[EXTRACTED ENTRIES]:

════════════════

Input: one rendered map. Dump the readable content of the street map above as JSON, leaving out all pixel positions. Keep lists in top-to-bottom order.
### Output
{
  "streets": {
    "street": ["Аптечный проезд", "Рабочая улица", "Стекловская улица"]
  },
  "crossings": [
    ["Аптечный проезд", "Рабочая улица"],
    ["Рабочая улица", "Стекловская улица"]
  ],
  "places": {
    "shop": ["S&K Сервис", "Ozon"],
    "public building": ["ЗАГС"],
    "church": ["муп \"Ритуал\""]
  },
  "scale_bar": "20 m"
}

════════════════

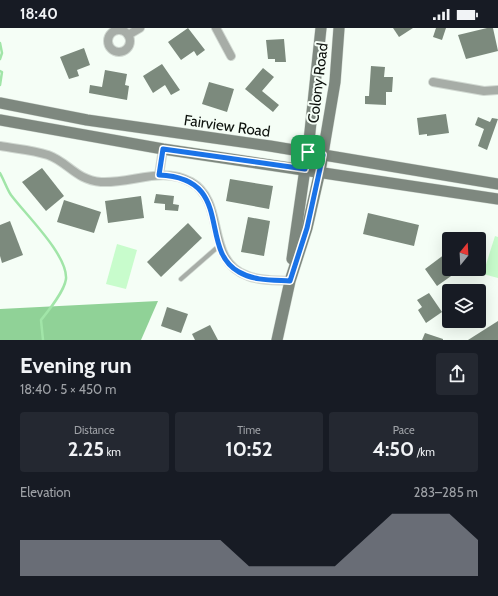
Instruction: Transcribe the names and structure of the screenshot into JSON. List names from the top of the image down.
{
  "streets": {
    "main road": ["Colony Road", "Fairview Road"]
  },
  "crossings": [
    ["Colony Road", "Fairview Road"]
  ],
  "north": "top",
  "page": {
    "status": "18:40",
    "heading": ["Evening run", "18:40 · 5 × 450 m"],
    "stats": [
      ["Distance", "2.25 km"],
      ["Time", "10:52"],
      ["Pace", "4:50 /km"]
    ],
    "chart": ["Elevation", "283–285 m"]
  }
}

════════════════

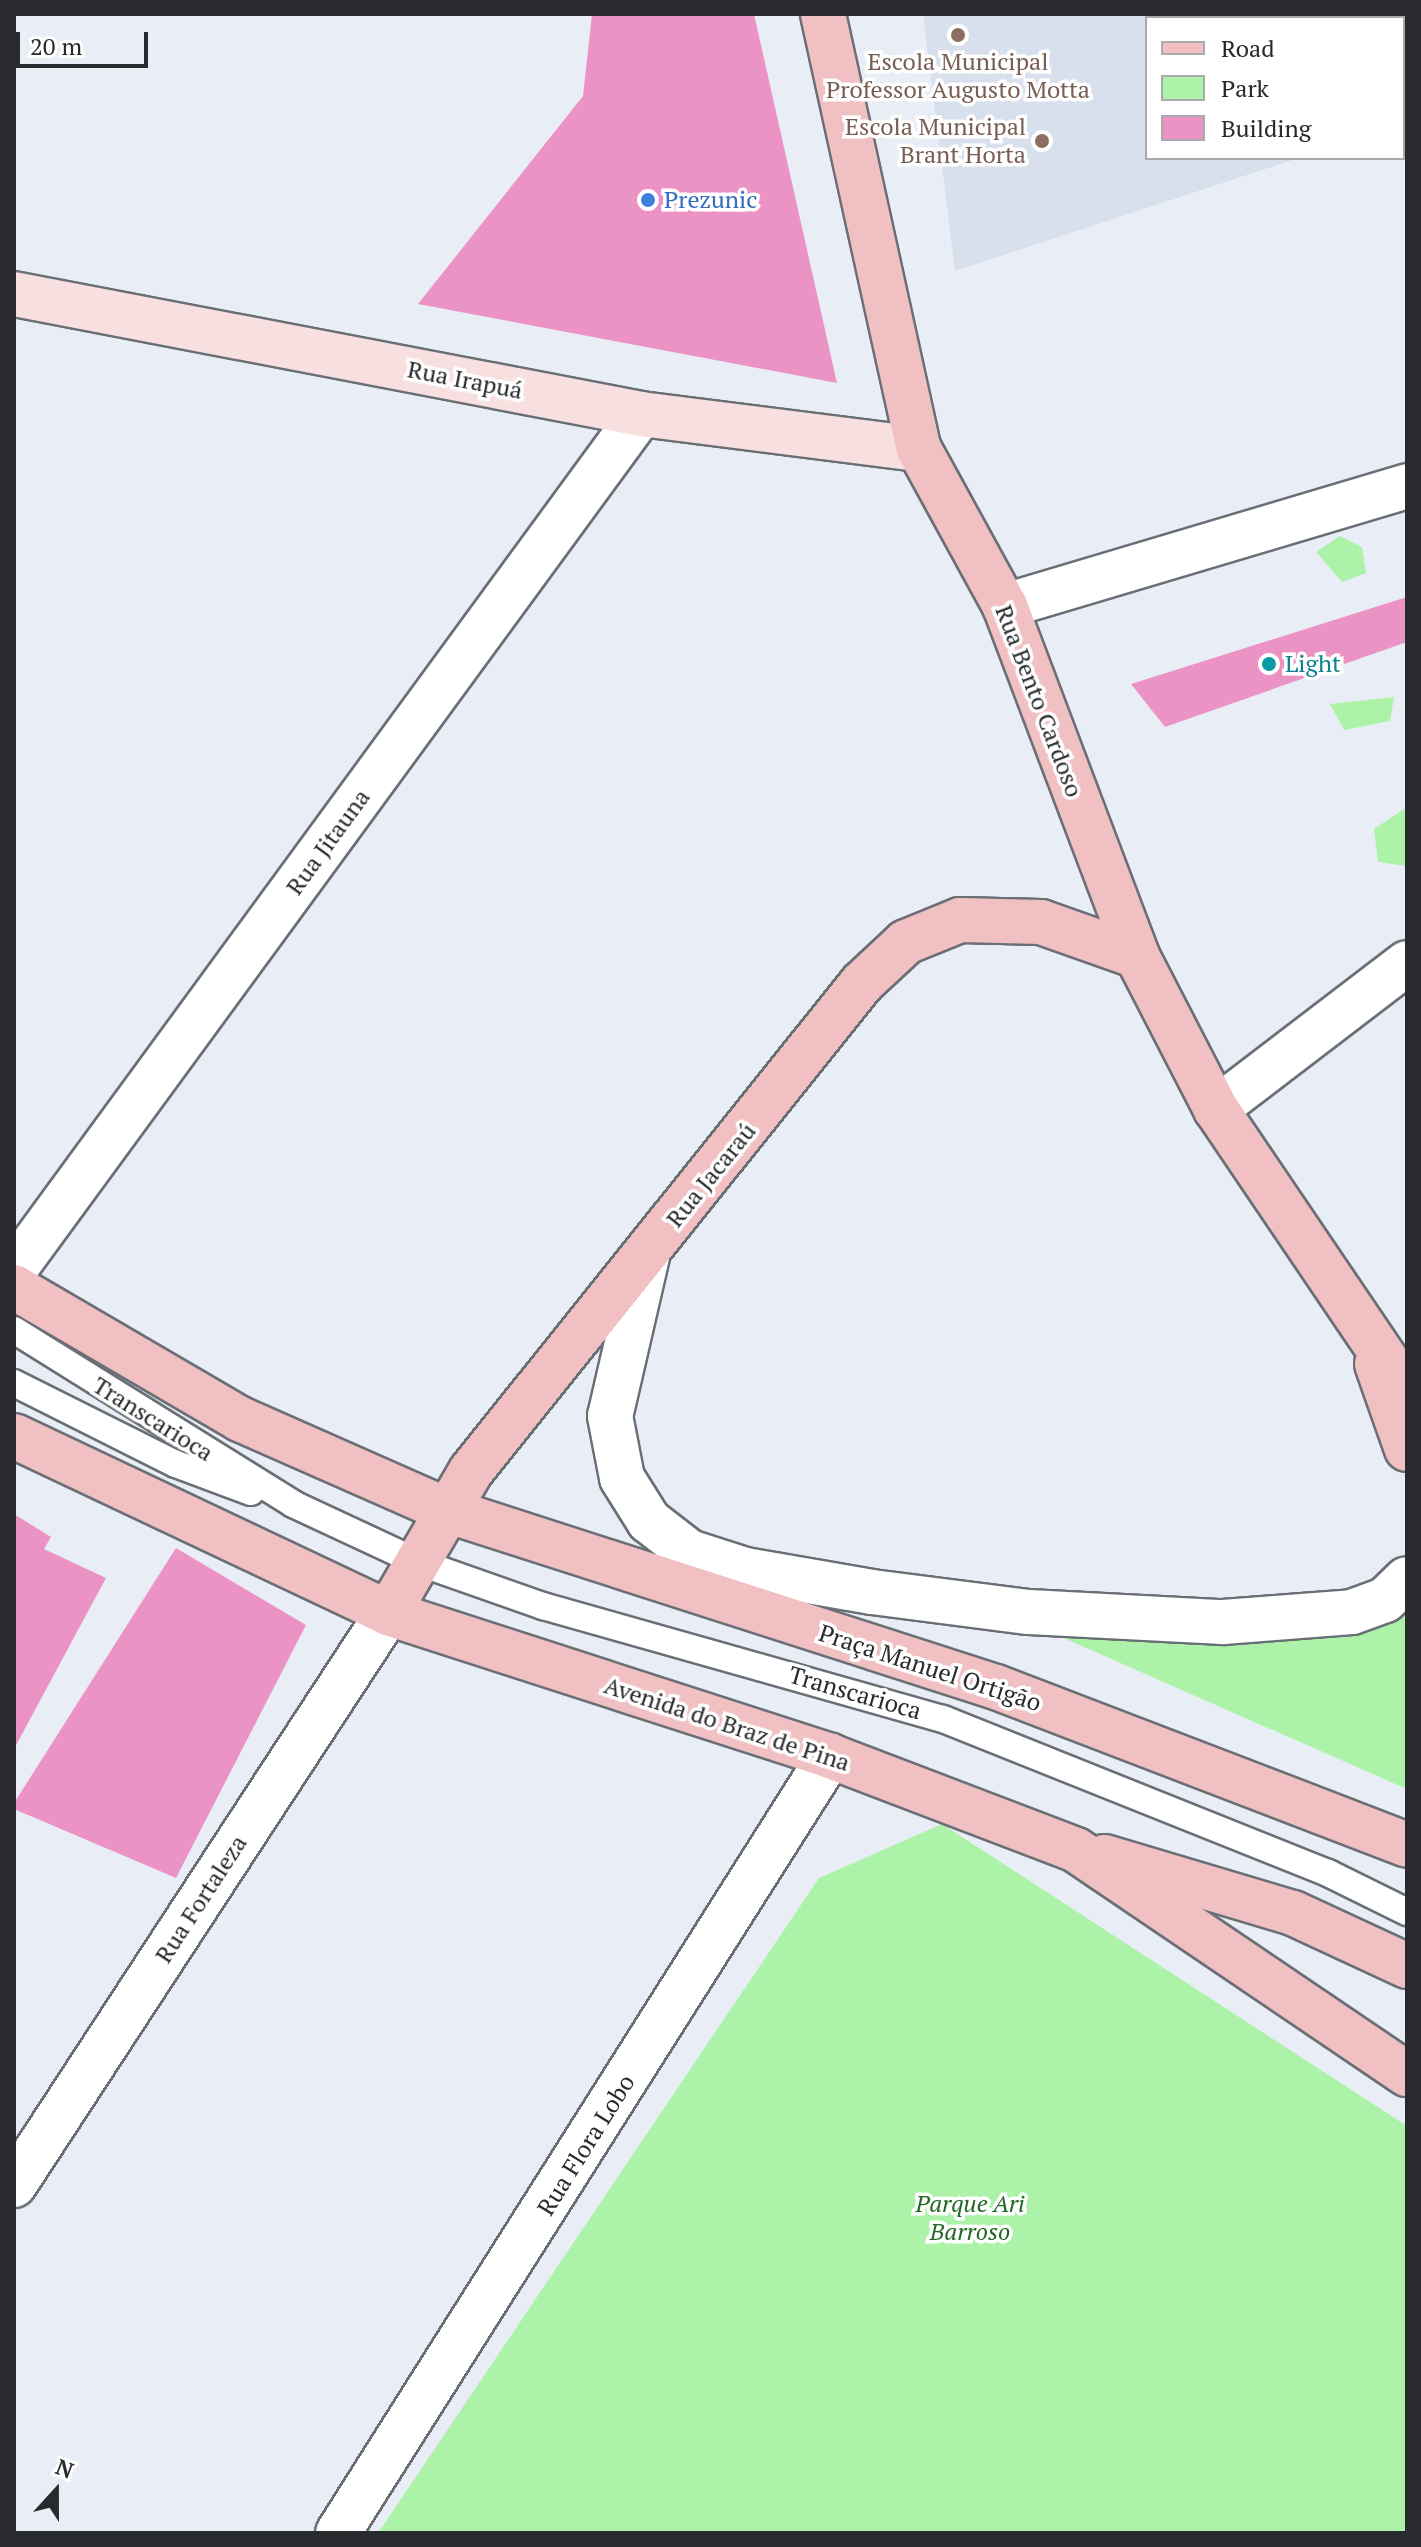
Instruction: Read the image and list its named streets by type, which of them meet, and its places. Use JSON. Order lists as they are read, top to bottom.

════════════════

[EXERCISE AIM]:
Exactly one number is the answer: how many lines of the entries contain the string "bottom".

[RESPONSE TO THIS TASK]:
2